Most animals are wild animals, so the answer to this question should focus on them.
I can imagine a future where most animals are farmed animals. I'm not saying it's particularly likely, but if humans spread to other planets, I think we're more likely to take factory farming with us than take nature with us. Farmed animals should be part of this convo.
From @Tristan Katz :
Does WAW dwarf FAW in expectation? Or is FAW still important to consider in this discussion?
I find this compelling, if discouraging.
I'm curious about this choice:
I will assume that “going well” for animals means something like “the ratio of positive experiences to negative experiences among animals is both meaningfully higher than it is today, and is above 1 (i.e. net positive)”.
I agree that animal experience is below 1 right now. I don't actually think that a continuation of the status quo is possible; for reasons explained by Ian Morris, I think we either see massive growth or some form of collapse.

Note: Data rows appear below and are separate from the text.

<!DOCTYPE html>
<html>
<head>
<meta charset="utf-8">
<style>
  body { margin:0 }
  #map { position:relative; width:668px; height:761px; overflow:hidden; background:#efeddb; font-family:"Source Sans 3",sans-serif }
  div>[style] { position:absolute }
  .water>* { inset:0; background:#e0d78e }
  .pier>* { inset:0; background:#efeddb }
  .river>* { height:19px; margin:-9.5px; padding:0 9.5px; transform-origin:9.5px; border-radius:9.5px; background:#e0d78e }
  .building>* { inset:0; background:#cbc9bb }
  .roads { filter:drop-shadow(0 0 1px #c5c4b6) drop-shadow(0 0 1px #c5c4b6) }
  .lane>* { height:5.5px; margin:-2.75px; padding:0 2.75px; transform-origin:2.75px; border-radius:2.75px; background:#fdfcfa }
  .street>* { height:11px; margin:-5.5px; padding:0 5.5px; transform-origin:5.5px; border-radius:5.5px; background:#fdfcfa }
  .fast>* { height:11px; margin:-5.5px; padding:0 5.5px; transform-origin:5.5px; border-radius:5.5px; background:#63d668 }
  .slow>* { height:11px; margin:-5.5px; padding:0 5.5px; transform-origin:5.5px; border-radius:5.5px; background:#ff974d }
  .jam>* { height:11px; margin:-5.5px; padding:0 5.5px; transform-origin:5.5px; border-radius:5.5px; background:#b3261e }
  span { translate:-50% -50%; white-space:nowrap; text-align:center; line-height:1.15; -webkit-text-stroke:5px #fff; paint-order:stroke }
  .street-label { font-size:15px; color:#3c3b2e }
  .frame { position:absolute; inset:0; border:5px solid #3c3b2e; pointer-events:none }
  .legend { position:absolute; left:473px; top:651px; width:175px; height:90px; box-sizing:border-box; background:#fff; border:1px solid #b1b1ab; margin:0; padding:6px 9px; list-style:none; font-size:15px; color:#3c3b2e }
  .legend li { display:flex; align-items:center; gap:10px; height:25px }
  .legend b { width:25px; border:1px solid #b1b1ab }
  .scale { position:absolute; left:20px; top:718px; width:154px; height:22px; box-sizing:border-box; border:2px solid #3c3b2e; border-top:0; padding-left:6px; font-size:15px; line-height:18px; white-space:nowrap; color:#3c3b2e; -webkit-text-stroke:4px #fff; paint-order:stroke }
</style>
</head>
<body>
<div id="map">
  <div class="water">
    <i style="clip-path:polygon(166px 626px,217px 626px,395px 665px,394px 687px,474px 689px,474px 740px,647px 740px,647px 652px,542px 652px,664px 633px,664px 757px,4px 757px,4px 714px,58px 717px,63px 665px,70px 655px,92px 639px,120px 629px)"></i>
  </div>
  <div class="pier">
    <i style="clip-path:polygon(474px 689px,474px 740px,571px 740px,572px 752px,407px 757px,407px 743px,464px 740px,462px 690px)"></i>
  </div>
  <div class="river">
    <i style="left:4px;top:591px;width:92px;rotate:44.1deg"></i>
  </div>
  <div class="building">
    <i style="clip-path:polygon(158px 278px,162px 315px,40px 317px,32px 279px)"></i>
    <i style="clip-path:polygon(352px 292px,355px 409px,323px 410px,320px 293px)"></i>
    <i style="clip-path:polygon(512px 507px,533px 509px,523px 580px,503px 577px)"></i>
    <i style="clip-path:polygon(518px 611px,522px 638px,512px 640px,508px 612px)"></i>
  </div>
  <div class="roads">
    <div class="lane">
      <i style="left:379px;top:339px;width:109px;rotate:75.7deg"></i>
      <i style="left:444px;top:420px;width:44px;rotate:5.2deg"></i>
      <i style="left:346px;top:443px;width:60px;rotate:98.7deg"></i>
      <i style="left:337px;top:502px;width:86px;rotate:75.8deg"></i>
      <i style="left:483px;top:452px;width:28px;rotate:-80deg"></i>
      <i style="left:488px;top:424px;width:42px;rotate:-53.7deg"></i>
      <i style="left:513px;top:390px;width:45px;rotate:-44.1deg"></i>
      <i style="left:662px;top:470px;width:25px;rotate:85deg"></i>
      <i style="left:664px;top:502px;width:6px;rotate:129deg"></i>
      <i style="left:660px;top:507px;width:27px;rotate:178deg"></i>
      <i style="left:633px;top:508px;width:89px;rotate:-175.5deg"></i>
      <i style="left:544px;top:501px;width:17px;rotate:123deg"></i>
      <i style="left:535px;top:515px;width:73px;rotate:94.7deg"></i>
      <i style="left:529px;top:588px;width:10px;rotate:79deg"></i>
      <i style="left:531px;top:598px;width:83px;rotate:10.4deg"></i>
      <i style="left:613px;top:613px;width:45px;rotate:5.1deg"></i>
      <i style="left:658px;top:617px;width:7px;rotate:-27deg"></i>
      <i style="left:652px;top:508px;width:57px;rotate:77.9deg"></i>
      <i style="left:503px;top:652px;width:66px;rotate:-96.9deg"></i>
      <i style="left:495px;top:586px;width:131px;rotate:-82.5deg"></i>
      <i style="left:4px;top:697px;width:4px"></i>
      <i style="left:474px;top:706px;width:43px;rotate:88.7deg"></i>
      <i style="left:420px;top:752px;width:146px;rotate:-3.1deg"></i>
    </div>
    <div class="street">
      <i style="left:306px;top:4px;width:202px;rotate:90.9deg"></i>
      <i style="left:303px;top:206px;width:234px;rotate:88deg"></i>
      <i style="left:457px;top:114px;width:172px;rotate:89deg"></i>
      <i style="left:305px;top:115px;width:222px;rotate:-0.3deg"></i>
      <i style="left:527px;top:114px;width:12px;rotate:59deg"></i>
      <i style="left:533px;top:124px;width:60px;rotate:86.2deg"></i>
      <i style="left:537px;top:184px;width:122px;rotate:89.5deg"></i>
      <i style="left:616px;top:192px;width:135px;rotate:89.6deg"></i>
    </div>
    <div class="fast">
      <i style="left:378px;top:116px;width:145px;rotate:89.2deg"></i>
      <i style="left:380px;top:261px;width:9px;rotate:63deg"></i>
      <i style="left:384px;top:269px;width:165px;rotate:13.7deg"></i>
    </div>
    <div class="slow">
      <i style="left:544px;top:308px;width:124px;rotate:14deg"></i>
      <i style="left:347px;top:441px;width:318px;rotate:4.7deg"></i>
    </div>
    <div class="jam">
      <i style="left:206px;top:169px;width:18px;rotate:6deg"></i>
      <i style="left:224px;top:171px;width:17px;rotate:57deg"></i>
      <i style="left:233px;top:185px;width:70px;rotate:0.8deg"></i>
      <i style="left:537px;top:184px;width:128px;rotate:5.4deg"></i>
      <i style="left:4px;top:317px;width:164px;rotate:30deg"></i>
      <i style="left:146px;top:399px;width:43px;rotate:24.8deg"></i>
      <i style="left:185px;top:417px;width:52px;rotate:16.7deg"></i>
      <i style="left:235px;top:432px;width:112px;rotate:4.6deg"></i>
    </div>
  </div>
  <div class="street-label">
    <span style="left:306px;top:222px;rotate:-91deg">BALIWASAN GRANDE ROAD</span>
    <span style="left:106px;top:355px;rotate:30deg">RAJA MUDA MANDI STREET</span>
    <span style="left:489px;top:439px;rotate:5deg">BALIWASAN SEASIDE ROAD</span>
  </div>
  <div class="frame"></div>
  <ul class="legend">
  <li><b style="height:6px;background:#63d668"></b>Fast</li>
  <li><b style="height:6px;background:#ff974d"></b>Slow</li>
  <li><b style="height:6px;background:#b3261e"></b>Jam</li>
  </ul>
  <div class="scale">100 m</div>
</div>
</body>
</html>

That aside, though, crossing 1 seems like a slightly unfair threshold. If the current ratio is massively negative, would you stand by reducing it to something close to but below 1 not being "AGI went well for animals"?
This post is persuasive overall and caused me to update negatively on the debate motion.
I don't think this is load-bearing but this sentence:
However, it is not the number of animals that matters here, but the scale of humans’ impact on them.
I'm not certain about this distinction. Humans increasing or decreasing the number might be the largest impact, and at the same time, this seems to me to imply a greater concern for anthropogenic harm than non-anthropogenic harm. Is that what you meant?
Fair, the semantics of "going well" ultimately don't matter so I think this is clear.